#### WHAT YOU NEED TO DO:
Below are some records. Print all of them exactly as they appear.

****************************************

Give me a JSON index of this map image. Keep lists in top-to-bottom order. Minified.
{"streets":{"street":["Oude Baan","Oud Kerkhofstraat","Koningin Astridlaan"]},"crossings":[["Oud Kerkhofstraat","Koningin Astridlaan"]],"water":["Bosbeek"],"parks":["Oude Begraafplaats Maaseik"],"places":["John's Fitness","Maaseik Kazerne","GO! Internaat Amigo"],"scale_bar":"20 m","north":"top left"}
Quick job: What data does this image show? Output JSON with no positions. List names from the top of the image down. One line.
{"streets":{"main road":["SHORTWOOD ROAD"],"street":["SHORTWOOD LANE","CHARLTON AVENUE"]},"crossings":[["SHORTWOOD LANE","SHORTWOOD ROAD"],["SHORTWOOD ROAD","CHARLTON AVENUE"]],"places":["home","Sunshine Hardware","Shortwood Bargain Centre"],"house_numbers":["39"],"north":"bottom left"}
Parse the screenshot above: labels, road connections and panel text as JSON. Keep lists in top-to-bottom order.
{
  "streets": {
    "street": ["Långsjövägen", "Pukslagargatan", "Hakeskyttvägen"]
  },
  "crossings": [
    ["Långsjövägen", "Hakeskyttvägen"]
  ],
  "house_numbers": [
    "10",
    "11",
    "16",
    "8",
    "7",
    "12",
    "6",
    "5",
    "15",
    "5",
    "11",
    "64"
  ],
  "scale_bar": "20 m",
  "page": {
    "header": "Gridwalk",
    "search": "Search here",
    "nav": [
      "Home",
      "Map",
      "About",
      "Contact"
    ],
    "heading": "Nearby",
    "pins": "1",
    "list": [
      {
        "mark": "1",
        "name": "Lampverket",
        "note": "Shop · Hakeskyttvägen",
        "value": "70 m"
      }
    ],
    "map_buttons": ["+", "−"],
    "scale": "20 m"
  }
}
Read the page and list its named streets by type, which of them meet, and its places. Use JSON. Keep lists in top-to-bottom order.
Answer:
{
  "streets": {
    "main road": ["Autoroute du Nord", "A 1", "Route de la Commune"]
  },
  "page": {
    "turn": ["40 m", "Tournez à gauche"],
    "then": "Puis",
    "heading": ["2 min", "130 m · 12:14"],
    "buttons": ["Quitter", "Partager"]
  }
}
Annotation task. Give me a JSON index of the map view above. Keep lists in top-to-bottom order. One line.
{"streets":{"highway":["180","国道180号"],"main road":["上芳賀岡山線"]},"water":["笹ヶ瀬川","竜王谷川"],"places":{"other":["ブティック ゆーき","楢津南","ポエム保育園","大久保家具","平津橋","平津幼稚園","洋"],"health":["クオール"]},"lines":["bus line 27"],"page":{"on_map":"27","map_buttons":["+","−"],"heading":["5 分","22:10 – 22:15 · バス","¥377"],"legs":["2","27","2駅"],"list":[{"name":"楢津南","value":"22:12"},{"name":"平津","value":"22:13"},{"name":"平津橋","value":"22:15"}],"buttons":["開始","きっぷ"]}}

****************************************

#### ANSWER TO THE EXERCISE:
Give me a JSON index of this map image. Keep lists in top-to-bottom order. Minified.
{"streets":{"street":["Oude Baan","Oud Kerkhofstraat","Koningin Astridlaan"]},"crossings":[["Oud Kerkhofstraat","Koningin Astridlaan"]],"water":["Bosbeek"],"parks":["Oude Begraafplaats Maaseik"],"places":["John's Fitness","Maaseik Kazerne","GO! Internaat Amigo"],"scale_bar":"20 m","north":"top left"}
Quick job: What data does this image show? Output JSON with no positions. List names from the top of the image down. One line.
{"streets":{"main road":["SHORTWOOD ROAD"],"street":["SHORTWOOD LANE","CHARLTON AVENUE"]},"crossings":[["SHORTWOOD LANE","SHORTWOOD ROAD"],["SHORTWOOD ROAD","CHARLTON AVENUE"]],"places":["home","Sunshine Hardware","Shortwood Bargain Centre"],"house_numbers":["39"],"north":"bottom left"}
Parse the screenshot above: labels, road connections and panel text as JSON. Keep lists in top-to-bottom order.
{
  "streets": {
    "street": ["Långsjövägen", "Pukslagargatan", "Hakeskyttvägen"]
  },
  "crossings": [
    ["Långsjövägen", "Hakeskyttvägen"]
  ],
  "house_numbers": [
    "10",
    "11",
    "16",
    "8",
    "7",
    "12",
    "6",
    "5",
    "15",
    "5",
    "11",
    "64"
  ],
  "scale_bar": "20 m",
  "page": {
    "header": "Gridwalk",
    "search": "Search here",
    "nav": [
      "Home",
      "Map",
      "About",
      "Contact"
    ],
    "heading": "Nearby",
    "pins": "1",
    "list": [
      {
        "mark": "1",
        "name": "Lampverket",
        "note": "Shop · Hakeskyttvägen",
        "value": "70 m"
      }
    ],
    "map_buttons": ["+", "−"],
    "scale": "20 m"
  }
}
Read the page and list its named streets by type, which of them meet, and its places. Use JSON. Keep lists in top-to-bottom order.
Answer:
{
  "streets": {
    "main road": ["Autoroute du Nord", "A 1", "Route de la Commune"]
  },
  "page": {
    "turn": ["40 m", "Tournez à gauche"],
    "then": "Puis",
    "heading": ["2 min", "130 m · 12:14"],
    "buttons": ["Quitter", "Partager"]
  }
}
Annotation task. Give me a JSON index of the map view above. Keep lists in top-to-bottom order. One line.
{"streets":{"highway":["180","国道180号"],"main road":["上芳賀岡山線"]},"water":["笹ヶ瀬川","竜王谷川"],"places":{"other":["ブティック ゆーき","楢津南","ポエム保育園","大久保家具","平津橋","平津幼稚園","洋"],"health":["クオール"]},"lines":["bus line 27"],"page":{"on_map":"27","map_buttons":["+","−"],"heading":["5 分","22:10 – 22:15 · バス","¥377"],"legs":["2","27","2駅"],"list":[{"name":"楢津南","value":"22:12"},{"name":"平津","value":"22:13"},{"name":"平津橋","value":"22:15"}],"buttons":["開始","きっぷ"]}}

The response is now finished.